Problem requirements
Using "mark" as the search string, find the matching lines below and copy them.

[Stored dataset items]
==================================================

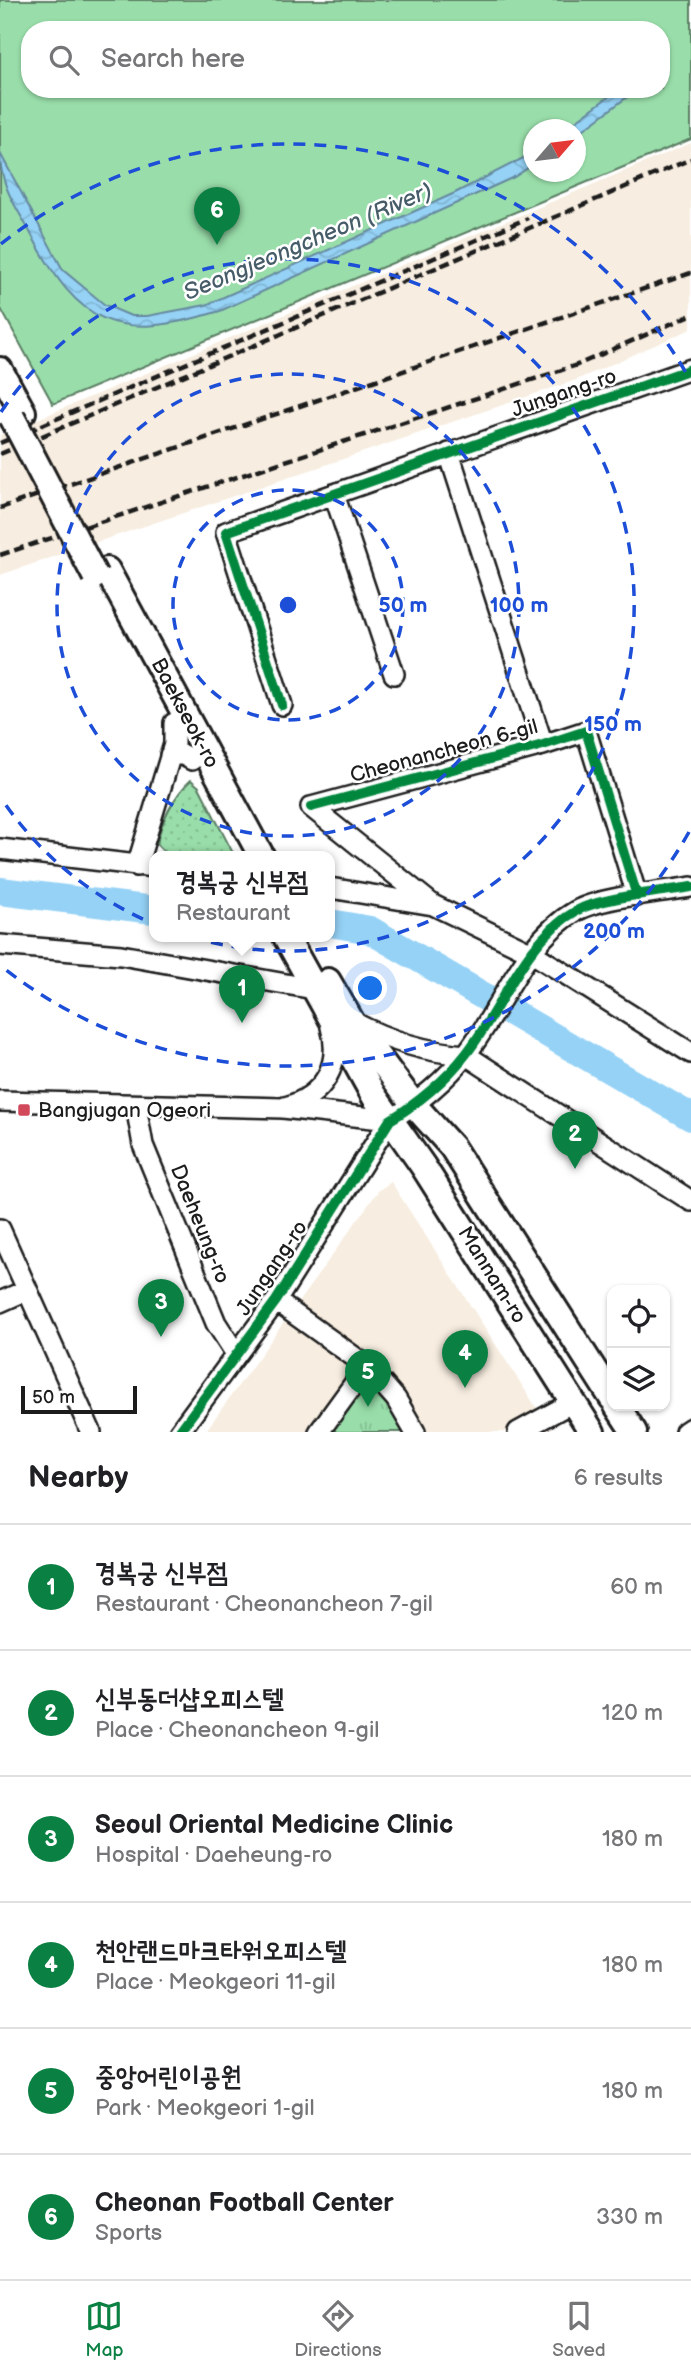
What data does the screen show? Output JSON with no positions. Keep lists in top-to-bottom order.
{
  "streets": {
    "main road": ["Baekseok-ro", "Mannam-ro"],
    "street": ["Jungang-ro", "Cheonancheon 6-gil", "Daeheung-ro"]
  },
  "crossings": [
    ["Jungang-ro", "Daeheung-ro"],
    ["Jungang-ro", "Mannam-ro"]
  ],
  "water": ["Seongjeongcheon (River)"],
  "places": {
    "transit": ["Bangjugan Ogeori"]
  },
  "scale_bar": "50 m",
  "north": "top right",
  "page": {
    "search": "Search here",
    "pins": [
      "6",
      "1",
      "2",
      "3",
      "4",
      "5"
    ],
    "popup": ["경복궁 신부점", "Restaurant"],
    "scale": "50 m",
    "heading": ["Nearby", "6 results"],
    "list": [
      {
        "mark": "1",
        "name": "경복궁 신부점",
        "note": "Restaurant · Cheonancheon 7-gil",
        "value": "60 m"
      },
      {
        "mark": "2",
        "name": "신부동더샵오피스텔",
        "note": "Place · Cheonancheon 9-gil",
        "value": "120 m"
      },
      {
        "mark": "3",
        "name": "Seoul Oriental Medicine Clinic",
        "note": "Hospital · Daeheung-ro",
        "value": "180 m"
      },
      {
        "mark": "4",
        "name": "천안랜드마크타워오피스텔",
        "note": "Place · Meokgeori 11-gil",
        "value": "180 m"
      },
      {
        "mark": "5",
        "name": "중앙어린이공원",
        "note": "Park · Meokgeori 1-gil",
        "value": "180 m"
      },
      {
        "mark": "6",
        "name": "Cheonan Football Center",
        "note": "Sports",
        "value": "330 m"
      }
    ],
    "nav": ["Map", "Directions", "Saved"]
  },
  "rings": [
    "50 m",
    "100 m",
    "150 m",
    "200 m"
  ]
}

==================================================

Answer to this task
        "mark": "1",
        "mark": "2",
        "mark": "3",
        "mark": "4",
        "mark": "5",
        "mark": "6",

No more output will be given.